* Dataset records:
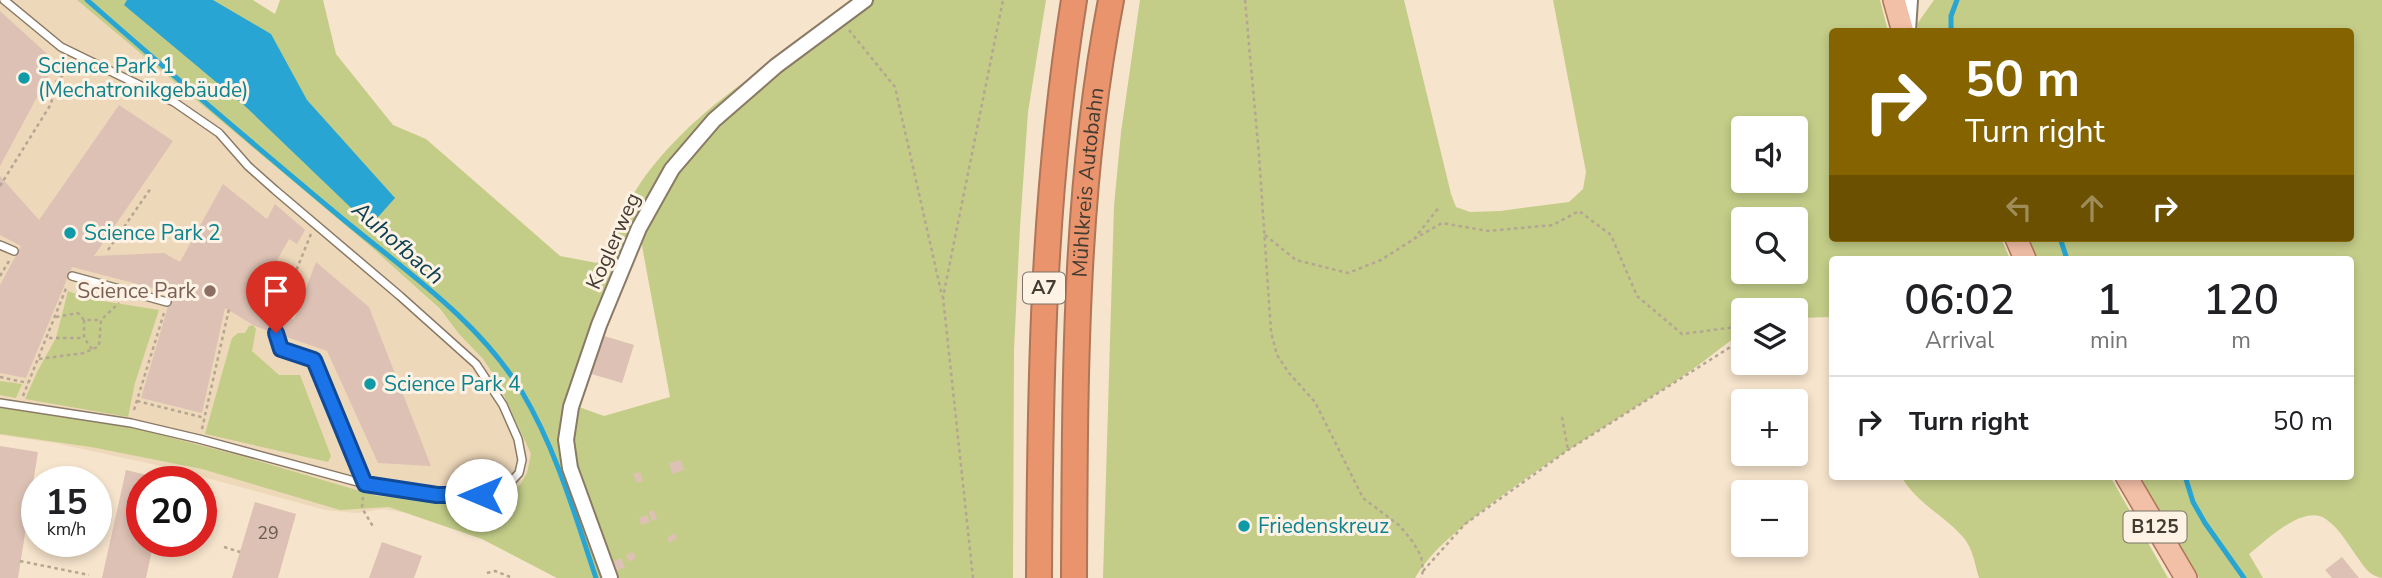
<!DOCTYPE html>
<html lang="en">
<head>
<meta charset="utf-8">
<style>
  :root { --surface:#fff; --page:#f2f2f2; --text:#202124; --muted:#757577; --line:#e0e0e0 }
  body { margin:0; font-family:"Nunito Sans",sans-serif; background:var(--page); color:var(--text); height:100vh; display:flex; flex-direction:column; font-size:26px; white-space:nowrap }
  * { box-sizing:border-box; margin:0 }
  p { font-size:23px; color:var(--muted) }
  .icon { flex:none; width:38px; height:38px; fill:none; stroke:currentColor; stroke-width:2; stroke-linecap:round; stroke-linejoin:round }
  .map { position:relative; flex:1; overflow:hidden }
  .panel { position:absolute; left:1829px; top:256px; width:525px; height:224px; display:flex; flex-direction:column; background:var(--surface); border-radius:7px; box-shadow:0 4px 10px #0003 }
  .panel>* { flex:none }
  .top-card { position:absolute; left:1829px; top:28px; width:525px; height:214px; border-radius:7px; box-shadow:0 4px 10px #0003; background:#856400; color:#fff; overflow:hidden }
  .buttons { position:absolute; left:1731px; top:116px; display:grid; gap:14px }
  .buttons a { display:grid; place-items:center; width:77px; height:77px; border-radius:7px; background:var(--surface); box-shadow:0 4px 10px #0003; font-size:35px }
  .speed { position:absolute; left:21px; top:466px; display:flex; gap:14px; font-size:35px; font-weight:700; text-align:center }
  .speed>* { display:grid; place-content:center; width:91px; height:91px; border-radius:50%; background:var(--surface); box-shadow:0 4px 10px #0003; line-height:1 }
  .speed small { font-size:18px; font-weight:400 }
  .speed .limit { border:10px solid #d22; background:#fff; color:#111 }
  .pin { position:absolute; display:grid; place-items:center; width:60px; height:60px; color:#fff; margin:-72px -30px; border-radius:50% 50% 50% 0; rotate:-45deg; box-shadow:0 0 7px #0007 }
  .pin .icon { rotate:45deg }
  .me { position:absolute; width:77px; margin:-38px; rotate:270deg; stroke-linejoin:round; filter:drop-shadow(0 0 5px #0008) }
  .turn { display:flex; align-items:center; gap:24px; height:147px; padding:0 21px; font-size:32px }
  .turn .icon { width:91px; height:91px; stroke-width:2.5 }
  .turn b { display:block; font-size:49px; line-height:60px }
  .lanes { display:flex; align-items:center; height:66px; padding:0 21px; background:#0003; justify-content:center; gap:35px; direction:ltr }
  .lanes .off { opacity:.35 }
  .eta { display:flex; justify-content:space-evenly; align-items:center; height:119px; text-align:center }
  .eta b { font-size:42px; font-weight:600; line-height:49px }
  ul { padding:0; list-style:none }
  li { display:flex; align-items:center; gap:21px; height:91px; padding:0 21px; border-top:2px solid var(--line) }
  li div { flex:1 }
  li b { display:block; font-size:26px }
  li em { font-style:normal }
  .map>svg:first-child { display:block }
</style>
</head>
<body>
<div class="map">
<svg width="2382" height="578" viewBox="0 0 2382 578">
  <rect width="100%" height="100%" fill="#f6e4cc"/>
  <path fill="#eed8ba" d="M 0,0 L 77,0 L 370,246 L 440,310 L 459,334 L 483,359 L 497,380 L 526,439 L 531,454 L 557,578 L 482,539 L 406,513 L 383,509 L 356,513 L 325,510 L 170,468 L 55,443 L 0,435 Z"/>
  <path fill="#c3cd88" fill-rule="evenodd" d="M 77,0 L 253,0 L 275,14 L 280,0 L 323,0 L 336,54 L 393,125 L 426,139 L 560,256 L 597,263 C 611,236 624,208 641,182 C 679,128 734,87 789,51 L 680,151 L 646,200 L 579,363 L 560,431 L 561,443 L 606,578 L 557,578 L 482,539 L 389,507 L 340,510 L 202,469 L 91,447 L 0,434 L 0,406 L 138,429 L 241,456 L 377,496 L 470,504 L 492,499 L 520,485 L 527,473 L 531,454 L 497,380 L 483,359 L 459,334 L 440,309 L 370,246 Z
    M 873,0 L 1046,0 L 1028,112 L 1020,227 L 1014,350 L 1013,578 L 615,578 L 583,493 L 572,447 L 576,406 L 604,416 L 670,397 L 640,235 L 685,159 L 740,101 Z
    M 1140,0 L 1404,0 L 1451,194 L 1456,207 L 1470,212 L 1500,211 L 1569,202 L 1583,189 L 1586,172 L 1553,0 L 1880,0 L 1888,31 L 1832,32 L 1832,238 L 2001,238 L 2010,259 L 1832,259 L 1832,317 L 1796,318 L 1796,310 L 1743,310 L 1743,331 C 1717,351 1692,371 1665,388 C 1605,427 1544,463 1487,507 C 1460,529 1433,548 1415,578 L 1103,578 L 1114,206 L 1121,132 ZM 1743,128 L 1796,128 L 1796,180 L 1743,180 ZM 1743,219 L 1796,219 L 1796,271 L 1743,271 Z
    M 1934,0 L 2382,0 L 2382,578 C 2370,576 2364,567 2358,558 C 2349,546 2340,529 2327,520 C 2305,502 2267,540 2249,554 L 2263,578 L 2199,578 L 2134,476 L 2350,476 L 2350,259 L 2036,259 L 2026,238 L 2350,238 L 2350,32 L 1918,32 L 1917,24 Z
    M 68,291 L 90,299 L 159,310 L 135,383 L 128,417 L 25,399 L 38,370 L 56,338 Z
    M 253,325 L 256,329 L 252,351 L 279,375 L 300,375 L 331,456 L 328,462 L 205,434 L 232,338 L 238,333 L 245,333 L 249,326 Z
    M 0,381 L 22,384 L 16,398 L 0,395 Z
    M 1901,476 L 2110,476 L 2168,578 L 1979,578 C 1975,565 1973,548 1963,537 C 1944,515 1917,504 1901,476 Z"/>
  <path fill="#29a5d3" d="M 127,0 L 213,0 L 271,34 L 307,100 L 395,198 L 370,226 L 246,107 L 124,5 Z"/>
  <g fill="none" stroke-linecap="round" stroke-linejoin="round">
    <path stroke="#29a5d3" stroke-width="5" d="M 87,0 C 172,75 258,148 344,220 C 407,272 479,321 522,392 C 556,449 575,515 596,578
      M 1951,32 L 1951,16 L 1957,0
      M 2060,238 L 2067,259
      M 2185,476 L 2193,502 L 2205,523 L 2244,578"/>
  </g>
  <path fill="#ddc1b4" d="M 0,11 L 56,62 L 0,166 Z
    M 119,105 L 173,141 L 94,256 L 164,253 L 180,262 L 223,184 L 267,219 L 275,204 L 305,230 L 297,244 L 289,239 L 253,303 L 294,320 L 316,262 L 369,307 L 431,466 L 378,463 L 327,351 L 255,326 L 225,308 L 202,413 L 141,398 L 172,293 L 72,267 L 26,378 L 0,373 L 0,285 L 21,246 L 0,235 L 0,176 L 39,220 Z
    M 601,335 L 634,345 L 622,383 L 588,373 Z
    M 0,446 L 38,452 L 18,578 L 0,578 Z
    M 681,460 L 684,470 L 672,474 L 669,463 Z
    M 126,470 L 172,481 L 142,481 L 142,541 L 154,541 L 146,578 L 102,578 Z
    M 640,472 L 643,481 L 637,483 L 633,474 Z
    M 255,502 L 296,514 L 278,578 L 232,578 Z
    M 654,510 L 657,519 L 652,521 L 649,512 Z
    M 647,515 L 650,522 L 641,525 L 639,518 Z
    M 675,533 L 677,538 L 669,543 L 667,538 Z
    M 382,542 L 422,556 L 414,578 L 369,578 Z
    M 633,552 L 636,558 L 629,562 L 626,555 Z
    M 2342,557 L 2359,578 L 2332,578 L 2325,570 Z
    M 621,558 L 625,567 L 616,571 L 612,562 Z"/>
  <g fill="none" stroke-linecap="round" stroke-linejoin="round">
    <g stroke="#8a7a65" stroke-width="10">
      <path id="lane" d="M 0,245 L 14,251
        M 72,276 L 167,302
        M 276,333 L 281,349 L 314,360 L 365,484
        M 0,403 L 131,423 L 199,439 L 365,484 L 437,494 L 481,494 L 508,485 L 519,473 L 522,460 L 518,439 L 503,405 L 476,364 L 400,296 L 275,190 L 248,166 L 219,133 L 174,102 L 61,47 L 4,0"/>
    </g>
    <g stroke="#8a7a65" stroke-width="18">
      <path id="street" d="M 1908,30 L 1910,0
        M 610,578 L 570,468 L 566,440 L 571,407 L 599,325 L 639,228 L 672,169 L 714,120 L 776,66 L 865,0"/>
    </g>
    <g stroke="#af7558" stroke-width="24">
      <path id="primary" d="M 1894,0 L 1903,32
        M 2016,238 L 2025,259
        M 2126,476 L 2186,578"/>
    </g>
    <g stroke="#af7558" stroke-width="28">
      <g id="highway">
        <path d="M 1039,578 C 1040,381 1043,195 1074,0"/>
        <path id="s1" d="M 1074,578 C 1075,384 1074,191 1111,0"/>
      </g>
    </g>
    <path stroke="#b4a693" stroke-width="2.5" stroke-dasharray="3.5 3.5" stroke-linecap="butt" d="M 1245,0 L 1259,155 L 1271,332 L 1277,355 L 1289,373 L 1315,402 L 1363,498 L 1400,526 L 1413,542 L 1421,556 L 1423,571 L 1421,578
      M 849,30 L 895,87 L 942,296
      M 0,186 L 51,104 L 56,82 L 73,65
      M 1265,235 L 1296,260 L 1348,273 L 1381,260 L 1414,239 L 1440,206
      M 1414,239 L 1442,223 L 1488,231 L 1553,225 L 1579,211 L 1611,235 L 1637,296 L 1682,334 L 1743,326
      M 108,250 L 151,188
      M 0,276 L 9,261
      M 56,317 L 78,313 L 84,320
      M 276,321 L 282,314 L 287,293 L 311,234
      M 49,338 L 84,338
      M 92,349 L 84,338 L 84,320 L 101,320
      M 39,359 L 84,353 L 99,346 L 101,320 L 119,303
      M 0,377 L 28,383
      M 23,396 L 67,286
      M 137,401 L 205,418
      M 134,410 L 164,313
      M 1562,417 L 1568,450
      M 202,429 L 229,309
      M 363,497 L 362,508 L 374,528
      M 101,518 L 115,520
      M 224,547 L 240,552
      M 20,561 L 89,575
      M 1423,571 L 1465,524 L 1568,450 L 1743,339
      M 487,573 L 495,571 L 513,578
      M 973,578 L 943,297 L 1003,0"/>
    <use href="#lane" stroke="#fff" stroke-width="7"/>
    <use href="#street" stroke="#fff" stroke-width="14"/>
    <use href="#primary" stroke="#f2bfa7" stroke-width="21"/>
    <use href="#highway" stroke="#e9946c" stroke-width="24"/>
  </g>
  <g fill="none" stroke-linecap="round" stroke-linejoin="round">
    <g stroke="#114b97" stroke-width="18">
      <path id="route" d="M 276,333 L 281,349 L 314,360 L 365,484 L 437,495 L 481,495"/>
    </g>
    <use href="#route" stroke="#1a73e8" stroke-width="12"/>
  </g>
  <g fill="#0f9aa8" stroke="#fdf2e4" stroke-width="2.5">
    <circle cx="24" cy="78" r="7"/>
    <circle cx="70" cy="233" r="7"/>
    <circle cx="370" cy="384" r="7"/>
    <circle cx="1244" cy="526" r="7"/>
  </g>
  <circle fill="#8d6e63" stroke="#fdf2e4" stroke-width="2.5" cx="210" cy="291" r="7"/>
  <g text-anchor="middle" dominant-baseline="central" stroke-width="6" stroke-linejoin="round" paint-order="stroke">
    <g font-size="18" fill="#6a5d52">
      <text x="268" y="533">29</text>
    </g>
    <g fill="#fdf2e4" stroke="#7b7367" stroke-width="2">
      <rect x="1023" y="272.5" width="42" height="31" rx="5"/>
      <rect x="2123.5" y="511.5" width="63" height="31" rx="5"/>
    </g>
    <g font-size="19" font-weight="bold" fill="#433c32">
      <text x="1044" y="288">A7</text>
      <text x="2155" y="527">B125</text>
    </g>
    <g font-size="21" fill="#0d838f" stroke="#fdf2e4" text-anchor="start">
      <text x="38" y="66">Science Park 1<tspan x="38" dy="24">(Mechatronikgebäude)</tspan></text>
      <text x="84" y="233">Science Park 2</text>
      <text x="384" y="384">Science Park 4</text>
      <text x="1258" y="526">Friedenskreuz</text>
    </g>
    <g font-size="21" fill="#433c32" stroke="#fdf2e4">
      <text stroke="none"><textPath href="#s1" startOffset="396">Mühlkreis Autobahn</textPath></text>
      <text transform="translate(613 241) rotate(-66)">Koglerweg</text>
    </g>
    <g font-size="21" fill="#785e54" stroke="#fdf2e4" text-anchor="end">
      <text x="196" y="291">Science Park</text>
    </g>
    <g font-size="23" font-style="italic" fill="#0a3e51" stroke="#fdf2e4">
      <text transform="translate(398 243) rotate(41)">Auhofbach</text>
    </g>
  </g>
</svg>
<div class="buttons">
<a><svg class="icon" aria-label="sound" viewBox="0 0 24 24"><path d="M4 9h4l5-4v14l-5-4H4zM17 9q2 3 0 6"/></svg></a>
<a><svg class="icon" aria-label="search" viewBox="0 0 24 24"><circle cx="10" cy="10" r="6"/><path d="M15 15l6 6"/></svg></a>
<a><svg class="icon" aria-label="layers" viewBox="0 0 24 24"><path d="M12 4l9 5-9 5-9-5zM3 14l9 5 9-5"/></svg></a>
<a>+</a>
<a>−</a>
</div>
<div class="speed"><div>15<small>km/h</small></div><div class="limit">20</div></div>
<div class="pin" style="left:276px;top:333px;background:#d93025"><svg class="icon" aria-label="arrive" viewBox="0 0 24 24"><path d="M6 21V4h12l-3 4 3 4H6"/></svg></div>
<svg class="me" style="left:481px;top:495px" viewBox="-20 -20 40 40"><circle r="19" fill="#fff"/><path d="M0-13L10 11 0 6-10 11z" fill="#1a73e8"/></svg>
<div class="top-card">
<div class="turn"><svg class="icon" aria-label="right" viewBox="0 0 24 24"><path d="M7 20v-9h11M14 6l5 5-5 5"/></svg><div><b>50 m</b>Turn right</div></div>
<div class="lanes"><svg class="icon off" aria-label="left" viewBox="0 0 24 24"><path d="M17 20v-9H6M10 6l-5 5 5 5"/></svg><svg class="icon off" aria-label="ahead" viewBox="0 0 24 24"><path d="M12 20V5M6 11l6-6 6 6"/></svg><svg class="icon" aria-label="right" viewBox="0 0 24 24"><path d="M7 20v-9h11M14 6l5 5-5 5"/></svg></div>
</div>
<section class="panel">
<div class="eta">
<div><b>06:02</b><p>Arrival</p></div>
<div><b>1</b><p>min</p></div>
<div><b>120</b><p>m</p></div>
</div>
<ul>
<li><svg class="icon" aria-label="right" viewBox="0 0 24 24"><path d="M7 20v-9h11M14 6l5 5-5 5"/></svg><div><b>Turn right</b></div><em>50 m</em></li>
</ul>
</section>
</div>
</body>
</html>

* What is needed: What you give back should be only the lines of the records above, starting at the line with "M 654,510 L 657,519 L 652,521 L 649,512 Z" and ending at the line with "M 1562,417 L 1568,450", restated word for word.

* Reply:
    M 654,510 L 657,519 L 652,521 L 649,512 Z
    M 647,515 L 650,522 L 641,525 L 639,518 Z
    M 675,533 L 677,538 L 669,543 L 667,538 Z
    M 382,542 L 422,556 L 414,578 L 369,578 Z
    M 633,552 L 636,558 L 629,562 L 626,555 Z
    M 2342,557 L 2359,578 L 2332,578 L 2325,570 Z
    M 621,558 L 625,567 L 616,571 L 612,562 Z"/>
  <g fill="none" stroke-linecap="round" stroke-linejoin="round">
    <g stroke="#8a7a65" stroke-width="10">
      <path id="lane" d="M 0,245 L 14,251
        M 72,276 L 167,302
        M 276,333 L 281,349 L 314,360 L 365,484
        M 0,403 L 131,423 L 199,439 L 365,484 L 437,494 L 481,494 L 508,485 L 519,473 L 522,460 L 518,439 L 503,405 L 476,364 L 400,296 L 275,190 L 248,166 L 219,133 L 174,102 L 61,47 L 4,0"/>
    </g>
    <g stroke="#8a7a65" stroke-width="18">
      <path id="street" d="M 1908,30 L 1910,0
        M 610,578 L 570,468 L 566,440 L 571,407 L 599,325 L 639,228 L 672,169 L 714,120 L 776,66 L 865,0"/>
    </g>
    <g stroke="#af7558" stroke-width="24">
      <path id="primary" d="M 1894,0 L 1903,32
        M 2016,238 L 2025,259
        M 2126,476 L 2186,578"/>
    </g>
    <g stroke="#af7558" stroke-width="28">
      <g id="highway">
        <path d="M 1039,578 C 1040,381 1043,195 1074,0"/>
        <path id="s1" d="M 1074,578 C 1075,384 1074,191 1111,0"/>
      </g>
    </g>
    <path stroke="#b4a693" stroke-width="2.5" stroke-dasharray="3.5 3.5" stroke-linecap="butt" d="M 1245,0 L 1259,155 L 1271,332 L 1277,355 L 1289,373 L 1315,402 L 1363,498 L 1400,526 L 1413,542 L 1421,556 L 1423,571 L 1421,578
      M 849,30 L 895,87 L 942,296
      M 0,186 L 51,104 L 56,82 L 73,65
      M 1265,235 L 1296,260 L 1348,273 L 1381,260 L 1414,239 L 1440,206
      M 1414,239 L 1442,223 L 1488,231 L 1553,225 L 1579,211 L 1611,235 L 1637,296 L 1682,334 L 1743,326
      M 108,250 L 151,188
      M 0,276 L 9,261
      M 56,317 L 78,313 L 84,320
      M 276,321 L 282,314 L 287,293 L 311,234
      M 49,338 L 84,338
      M 92,349 L 84,338 L 84,320 L 101,320
      M 39,359 L 84,353 L 99,346 L 101,320 L 119,303
      M 0,377 L 28,383
      M 23,396 L 67,286
      M 137,401 L 205,418
      M 134,410 L 164,313
      M 1562,417 L 1568,450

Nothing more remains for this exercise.